> Work item: Every line below containing the word "direction" should be found and copied.

*** Opening Working data ***

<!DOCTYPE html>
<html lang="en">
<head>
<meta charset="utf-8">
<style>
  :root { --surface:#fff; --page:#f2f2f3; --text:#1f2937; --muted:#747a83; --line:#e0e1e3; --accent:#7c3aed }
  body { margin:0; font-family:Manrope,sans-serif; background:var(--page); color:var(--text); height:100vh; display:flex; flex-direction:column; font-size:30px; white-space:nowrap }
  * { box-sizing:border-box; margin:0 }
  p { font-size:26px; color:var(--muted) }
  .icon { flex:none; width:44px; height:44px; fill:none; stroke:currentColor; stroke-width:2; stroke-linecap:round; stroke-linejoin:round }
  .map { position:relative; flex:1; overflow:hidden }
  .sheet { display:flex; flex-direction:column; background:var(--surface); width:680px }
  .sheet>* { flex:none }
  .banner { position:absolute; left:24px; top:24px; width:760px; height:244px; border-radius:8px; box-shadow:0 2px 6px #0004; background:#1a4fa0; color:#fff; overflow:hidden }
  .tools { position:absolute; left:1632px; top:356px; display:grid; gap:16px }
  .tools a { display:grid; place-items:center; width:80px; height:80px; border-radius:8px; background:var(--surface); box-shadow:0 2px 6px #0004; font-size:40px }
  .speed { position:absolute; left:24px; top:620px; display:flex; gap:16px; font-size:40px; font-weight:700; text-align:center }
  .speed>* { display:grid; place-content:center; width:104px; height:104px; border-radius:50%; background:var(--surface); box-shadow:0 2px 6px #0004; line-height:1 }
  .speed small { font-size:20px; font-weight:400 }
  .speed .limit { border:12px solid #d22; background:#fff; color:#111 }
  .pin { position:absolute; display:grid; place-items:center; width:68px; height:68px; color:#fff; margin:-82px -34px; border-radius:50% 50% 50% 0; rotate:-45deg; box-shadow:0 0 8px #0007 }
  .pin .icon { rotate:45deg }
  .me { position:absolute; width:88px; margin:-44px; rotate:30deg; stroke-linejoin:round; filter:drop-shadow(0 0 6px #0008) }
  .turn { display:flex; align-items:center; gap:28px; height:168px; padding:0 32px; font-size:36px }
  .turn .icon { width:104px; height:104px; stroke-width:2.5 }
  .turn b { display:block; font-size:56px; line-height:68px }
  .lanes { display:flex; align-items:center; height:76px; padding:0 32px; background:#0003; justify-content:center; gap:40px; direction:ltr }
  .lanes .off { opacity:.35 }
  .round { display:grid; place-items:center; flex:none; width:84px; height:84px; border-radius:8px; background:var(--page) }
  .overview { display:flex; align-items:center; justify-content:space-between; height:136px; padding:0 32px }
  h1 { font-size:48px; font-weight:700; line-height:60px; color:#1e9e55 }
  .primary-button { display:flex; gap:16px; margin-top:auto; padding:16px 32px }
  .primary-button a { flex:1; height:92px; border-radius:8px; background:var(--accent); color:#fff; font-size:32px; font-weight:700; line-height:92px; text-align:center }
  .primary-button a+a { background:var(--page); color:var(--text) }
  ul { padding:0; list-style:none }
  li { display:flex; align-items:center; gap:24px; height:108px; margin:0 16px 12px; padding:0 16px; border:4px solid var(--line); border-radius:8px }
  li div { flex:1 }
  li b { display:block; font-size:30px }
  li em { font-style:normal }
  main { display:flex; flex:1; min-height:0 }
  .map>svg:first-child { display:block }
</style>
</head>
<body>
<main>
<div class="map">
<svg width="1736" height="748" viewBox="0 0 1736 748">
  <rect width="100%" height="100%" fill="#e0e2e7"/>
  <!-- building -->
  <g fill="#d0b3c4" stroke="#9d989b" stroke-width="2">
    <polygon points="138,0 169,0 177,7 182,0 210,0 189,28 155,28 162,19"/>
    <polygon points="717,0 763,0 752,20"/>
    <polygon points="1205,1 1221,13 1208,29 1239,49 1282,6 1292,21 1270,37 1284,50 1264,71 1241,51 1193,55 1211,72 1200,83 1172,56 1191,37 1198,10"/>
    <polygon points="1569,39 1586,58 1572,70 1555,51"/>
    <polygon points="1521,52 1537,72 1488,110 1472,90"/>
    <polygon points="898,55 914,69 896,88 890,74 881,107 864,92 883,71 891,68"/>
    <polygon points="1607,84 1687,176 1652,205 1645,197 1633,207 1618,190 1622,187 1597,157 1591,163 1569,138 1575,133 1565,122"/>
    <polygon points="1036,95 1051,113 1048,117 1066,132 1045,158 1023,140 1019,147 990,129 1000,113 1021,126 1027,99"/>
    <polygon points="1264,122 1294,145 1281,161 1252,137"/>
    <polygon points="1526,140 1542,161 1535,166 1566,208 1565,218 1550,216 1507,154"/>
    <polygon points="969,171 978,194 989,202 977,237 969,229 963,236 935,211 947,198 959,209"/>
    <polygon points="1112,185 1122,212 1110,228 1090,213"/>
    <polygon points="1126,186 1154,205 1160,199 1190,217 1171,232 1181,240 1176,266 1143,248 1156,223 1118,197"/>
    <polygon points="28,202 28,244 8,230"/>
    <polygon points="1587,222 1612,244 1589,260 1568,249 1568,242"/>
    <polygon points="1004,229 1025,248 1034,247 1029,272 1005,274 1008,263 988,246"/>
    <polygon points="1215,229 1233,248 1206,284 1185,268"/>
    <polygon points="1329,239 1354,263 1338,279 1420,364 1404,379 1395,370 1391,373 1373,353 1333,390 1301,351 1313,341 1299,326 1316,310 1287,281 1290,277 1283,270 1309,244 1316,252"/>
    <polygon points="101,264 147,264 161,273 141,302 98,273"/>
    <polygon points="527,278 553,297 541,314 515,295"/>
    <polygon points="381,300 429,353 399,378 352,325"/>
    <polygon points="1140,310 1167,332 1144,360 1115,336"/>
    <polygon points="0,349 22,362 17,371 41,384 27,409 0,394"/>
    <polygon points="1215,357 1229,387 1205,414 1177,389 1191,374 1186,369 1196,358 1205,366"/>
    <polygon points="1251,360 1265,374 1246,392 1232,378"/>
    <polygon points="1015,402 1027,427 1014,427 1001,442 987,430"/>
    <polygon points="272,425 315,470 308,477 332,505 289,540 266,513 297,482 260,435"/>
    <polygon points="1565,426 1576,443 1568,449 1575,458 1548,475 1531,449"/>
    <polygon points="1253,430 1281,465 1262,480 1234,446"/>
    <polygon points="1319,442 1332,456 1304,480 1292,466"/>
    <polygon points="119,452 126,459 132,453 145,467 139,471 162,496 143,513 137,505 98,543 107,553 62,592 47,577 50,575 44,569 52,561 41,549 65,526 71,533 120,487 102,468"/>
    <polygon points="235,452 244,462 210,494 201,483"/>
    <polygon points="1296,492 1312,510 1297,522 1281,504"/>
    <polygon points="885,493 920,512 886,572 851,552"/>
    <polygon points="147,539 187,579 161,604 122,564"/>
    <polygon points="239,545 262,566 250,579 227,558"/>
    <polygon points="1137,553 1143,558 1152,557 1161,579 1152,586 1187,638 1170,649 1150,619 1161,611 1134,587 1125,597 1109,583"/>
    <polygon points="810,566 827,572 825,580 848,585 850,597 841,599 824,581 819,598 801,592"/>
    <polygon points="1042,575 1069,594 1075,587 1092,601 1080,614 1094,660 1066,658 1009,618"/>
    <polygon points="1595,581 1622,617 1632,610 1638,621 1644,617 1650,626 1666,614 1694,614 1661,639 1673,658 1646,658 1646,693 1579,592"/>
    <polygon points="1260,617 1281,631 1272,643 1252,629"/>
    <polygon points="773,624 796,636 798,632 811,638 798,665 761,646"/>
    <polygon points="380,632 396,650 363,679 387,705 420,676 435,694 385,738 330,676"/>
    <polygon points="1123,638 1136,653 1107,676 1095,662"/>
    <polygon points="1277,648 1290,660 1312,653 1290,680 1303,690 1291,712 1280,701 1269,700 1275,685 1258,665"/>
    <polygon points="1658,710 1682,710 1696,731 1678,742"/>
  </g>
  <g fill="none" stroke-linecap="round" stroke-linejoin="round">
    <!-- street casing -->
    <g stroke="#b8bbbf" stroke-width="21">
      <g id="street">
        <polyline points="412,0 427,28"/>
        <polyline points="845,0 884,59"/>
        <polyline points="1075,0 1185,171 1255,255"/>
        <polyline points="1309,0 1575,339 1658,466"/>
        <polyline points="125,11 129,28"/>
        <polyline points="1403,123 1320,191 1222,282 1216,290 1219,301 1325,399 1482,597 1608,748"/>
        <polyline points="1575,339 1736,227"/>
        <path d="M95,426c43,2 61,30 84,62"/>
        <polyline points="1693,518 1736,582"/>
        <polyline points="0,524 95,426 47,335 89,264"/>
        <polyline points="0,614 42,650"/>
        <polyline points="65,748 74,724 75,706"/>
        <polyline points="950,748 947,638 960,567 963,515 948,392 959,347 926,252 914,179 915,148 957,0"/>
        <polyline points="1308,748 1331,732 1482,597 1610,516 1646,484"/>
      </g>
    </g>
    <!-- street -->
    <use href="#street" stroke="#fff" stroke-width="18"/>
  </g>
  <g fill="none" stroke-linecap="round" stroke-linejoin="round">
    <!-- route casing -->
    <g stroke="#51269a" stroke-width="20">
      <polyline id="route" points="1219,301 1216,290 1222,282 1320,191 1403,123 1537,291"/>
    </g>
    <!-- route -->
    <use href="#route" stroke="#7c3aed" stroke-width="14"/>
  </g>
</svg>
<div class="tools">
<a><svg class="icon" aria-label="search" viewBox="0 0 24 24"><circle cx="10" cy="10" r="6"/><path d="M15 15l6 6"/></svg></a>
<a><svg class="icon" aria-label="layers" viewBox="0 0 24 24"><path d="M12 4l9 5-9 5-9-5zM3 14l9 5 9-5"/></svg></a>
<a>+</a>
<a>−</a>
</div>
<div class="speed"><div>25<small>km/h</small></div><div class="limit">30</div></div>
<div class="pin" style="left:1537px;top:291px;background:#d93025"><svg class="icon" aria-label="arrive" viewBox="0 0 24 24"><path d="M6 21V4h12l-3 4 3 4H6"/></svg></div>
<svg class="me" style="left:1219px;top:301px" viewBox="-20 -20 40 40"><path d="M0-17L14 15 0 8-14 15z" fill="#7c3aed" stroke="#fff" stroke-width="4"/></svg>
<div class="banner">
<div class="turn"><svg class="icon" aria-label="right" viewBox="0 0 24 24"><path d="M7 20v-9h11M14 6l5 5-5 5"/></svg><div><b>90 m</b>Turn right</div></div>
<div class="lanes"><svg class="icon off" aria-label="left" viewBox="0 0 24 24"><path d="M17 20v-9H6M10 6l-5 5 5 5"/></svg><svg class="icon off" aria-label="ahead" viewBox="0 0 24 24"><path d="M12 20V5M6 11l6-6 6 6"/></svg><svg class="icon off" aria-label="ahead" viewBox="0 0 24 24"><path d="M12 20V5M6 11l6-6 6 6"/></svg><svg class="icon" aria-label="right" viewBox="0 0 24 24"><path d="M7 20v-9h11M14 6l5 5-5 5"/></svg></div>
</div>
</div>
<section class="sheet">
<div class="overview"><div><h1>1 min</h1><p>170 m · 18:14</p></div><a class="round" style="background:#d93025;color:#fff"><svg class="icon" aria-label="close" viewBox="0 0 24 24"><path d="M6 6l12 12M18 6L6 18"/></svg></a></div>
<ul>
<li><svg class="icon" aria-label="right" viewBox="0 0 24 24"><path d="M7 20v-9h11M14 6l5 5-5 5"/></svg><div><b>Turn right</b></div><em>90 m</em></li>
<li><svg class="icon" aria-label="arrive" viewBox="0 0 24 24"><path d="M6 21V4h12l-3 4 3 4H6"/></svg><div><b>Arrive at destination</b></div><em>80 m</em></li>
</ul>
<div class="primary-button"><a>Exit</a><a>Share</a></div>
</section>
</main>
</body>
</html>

*** Closing Working data ***
*** Opening Working data ***

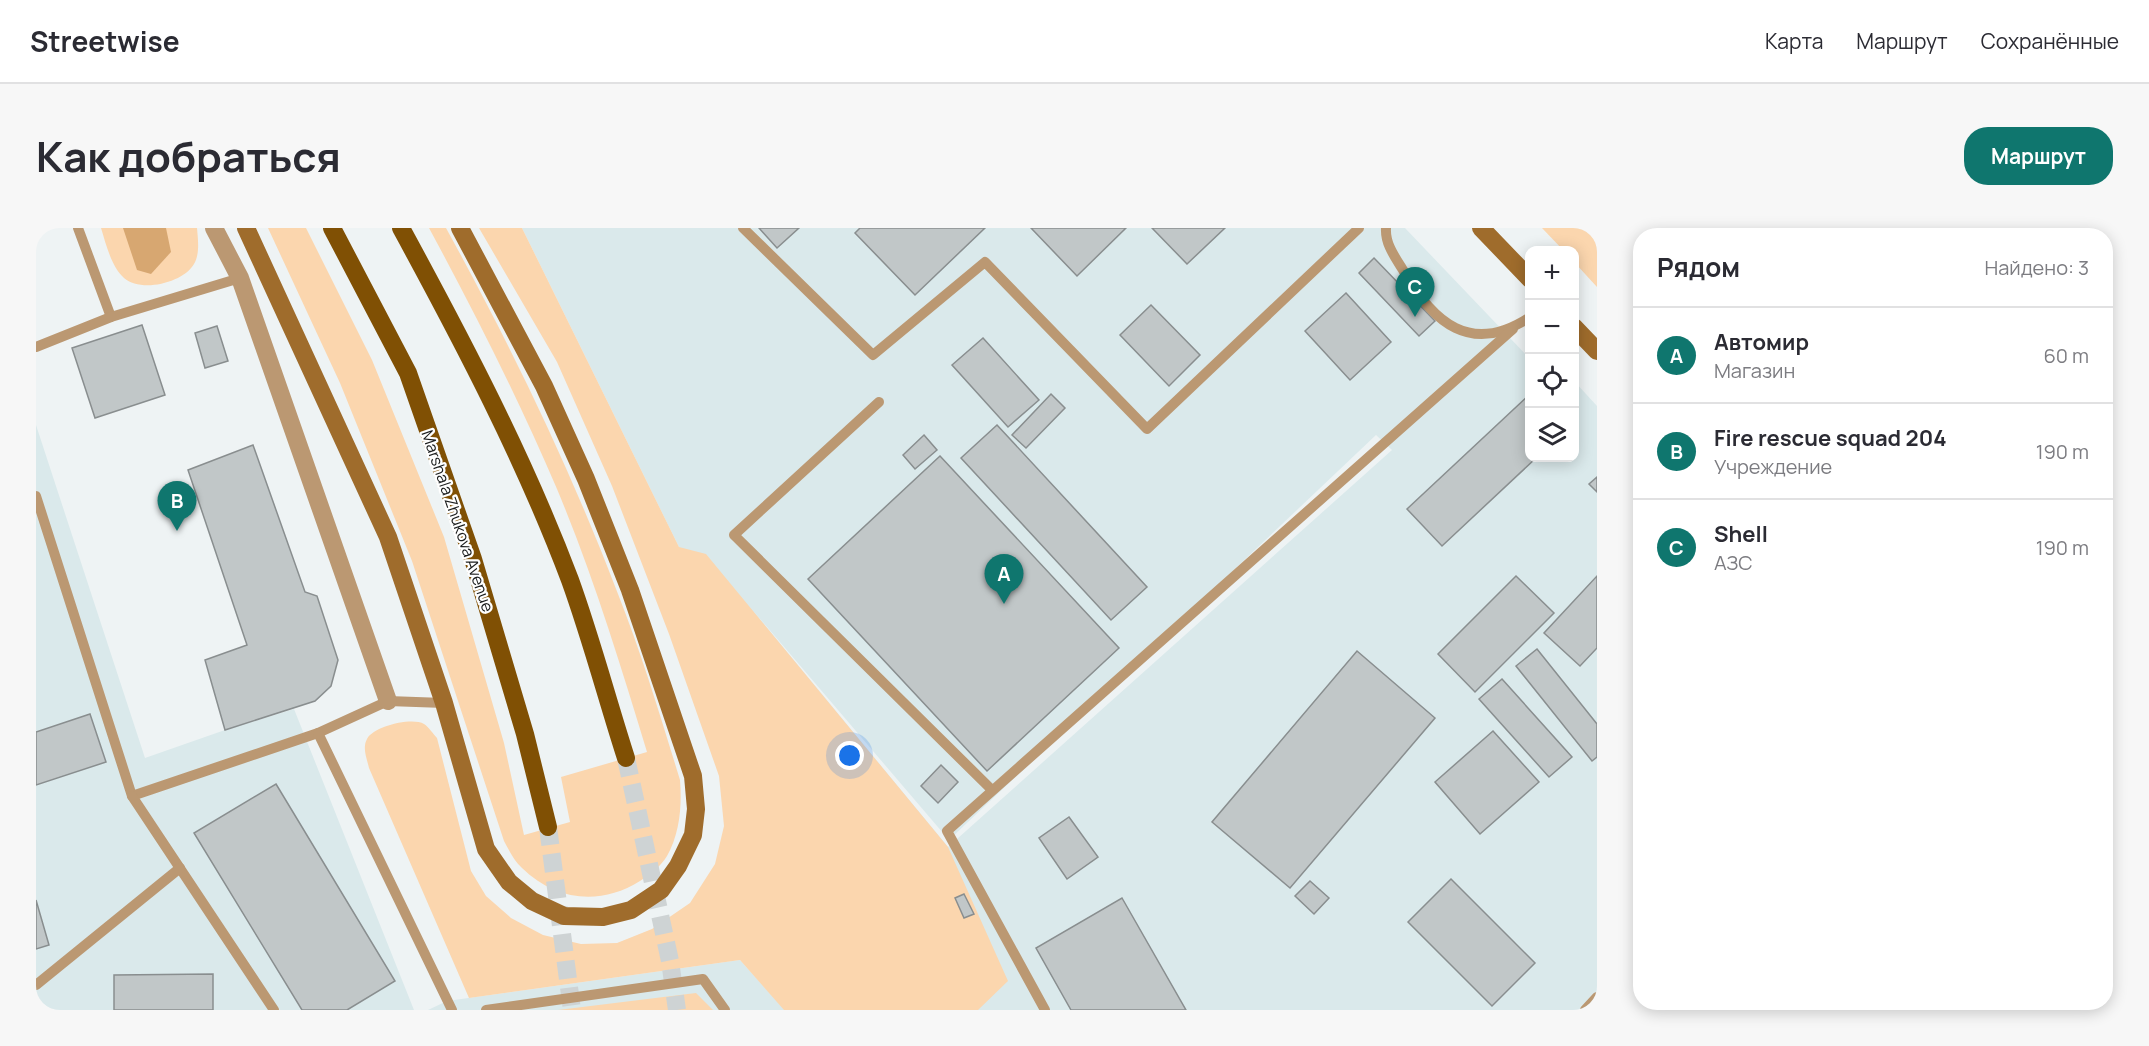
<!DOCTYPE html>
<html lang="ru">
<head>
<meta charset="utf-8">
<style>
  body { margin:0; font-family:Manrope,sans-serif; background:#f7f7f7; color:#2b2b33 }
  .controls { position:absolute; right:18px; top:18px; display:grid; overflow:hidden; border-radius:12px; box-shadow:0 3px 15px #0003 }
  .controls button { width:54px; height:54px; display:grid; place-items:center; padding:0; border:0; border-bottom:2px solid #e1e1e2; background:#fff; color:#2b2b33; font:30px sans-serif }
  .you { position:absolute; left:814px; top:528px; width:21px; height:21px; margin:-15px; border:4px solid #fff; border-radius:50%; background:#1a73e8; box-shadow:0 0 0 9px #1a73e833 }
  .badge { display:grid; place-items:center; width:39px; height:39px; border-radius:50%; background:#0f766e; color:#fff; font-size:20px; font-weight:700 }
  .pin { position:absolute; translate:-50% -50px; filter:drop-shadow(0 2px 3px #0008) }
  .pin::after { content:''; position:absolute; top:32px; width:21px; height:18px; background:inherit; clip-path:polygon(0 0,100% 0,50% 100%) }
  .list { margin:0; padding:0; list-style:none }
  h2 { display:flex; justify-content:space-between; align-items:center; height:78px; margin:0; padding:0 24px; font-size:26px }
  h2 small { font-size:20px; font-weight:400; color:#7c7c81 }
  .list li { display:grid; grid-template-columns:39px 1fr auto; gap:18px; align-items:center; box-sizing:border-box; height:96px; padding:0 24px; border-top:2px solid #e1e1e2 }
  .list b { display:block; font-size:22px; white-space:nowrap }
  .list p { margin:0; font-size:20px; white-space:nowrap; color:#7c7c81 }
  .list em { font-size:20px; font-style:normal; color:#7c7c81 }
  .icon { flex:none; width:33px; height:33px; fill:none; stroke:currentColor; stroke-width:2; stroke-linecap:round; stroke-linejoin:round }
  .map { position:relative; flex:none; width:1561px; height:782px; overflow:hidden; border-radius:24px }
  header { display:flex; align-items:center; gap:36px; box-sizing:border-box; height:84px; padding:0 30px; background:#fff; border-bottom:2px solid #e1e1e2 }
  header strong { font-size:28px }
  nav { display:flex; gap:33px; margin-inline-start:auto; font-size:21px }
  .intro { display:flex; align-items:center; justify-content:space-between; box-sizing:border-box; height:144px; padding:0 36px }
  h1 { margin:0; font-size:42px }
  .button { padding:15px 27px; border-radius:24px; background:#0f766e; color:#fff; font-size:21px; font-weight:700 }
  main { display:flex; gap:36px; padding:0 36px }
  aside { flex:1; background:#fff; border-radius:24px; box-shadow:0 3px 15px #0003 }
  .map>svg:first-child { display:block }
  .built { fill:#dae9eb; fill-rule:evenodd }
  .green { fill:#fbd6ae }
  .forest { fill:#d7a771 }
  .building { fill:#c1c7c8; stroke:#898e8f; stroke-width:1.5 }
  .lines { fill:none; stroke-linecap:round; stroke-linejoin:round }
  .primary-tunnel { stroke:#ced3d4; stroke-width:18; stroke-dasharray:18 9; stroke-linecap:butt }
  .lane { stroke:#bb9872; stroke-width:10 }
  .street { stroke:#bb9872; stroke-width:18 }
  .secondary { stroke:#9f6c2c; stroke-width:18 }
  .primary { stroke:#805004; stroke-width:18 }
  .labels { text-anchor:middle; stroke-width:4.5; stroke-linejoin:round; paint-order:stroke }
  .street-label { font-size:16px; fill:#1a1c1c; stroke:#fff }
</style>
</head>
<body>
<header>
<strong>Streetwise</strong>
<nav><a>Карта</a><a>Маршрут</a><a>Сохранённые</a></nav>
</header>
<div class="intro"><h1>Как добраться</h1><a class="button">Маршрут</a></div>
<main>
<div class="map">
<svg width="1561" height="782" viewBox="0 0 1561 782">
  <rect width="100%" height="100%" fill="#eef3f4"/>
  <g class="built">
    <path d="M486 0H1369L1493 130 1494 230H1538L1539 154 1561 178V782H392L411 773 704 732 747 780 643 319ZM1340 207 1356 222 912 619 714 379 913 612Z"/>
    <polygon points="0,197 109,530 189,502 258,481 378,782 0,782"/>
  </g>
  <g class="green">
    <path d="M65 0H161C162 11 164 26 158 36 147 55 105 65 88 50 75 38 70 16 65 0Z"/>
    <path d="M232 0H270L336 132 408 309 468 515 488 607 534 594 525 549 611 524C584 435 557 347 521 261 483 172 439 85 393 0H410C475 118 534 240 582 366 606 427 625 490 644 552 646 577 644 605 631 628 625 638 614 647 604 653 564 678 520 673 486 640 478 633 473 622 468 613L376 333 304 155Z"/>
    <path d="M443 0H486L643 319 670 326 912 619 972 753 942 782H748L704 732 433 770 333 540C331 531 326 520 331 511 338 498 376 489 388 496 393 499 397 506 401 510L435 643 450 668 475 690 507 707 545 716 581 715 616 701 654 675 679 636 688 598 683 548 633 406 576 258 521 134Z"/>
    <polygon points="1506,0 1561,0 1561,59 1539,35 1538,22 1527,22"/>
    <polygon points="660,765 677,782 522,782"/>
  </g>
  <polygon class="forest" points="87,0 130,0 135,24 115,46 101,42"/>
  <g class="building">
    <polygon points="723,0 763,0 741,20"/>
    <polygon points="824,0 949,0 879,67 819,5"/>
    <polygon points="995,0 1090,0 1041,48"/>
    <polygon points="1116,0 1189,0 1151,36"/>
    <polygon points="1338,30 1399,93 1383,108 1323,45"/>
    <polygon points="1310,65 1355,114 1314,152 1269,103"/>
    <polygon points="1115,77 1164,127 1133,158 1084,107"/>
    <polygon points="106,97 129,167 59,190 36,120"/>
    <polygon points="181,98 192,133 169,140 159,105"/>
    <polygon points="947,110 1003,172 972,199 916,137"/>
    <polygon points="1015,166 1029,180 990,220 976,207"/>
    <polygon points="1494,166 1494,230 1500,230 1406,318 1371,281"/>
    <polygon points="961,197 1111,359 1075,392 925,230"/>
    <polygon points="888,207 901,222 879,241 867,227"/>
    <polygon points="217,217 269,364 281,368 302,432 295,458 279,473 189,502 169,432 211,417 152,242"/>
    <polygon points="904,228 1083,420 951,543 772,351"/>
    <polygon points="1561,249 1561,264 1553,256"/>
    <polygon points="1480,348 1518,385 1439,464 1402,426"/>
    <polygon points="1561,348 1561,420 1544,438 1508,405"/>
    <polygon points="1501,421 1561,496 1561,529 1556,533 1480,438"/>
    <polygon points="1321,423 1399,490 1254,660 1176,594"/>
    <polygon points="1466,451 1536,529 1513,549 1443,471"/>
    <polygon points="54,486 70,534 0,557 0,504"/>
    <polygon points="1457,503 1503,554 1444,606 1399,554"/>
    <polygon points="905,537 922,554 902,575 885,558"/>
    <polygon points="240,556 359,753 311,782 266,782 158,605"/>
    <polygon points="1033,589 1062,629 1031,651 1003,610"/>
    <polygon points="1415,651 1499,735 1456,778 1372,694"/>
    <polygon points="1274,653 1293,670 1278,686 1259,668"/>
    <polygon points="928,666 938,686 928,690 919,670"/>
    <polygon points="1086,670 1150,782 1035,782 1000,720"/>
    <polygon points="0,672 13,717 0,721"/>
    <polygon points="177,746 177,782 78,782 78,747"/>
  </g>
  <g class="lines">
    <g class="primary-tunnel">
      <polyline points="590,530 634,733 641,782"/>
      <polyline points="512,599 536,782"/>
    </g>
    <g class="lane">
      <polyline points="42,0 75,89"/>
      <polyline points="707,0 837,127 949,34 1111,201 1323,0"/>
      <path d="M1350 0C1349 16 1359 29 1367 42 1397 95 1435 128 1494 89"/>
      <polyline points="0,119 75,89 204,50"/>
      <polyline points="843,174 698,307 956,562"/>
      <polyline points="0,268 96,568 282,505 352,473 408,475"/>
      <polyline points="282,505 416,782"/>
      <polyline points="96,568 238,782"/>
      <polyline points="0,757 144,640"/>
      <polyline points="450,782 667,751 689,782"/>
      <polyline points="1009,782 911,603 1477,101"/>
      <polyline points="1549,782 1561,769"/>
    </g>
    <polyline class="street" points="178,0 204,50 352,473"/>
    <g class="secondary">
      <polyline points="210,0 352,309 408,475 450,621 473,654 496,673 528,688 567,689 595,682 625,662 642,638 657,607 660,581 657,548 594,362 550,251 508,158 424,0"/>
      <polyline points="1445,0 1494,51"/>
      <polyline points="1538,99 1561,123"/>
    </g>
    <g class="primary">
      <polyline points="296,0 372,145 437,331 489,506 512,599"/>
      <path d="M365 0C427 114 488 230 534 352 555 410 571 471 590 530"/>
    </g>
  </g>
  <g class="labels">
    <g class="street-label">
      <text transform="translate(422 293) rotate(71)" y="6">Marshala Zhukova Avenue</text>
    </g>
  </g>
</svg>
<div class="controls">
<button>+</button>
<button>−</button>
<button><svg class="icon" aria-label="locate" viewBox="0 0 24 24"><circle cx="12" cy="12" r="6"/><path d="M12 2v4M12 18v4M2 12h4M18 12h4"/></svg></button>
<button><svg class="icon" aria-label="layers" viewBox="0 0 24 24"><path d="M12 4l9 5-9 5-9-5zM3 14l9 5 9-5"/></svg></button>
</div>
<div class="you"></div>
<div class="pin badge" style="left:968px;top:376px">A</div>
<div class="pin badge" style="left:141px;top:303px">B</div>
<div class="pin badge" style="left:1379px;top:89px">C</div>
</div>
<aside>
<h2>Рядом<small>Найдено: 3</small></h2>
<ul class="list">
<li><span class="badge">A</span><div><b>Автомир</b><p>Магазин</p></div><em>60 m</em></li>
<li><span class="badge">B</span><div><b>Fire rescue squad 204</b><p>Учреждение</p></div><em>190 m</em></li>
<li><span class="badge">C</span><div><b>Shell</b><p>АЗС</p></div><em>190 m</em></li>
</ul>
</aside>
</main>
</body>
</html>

*** Closing Working data ***

> Solution to the exercise:
  body { margin:0; font-family:Manrope,sans-serif; background:var(--page); color:var(--text); height:100vh; display:flex; flex-direction:column; font-size:30px; white-space:nowrap }
  .sheet { display:flex; flex-direction:column; background:var(--surface); width:680px }
  .lanes { display:flex; align-items:center; height:76px; padding:0 32px; background:#0003; justify-content:center; gap:40px; direction:ltr }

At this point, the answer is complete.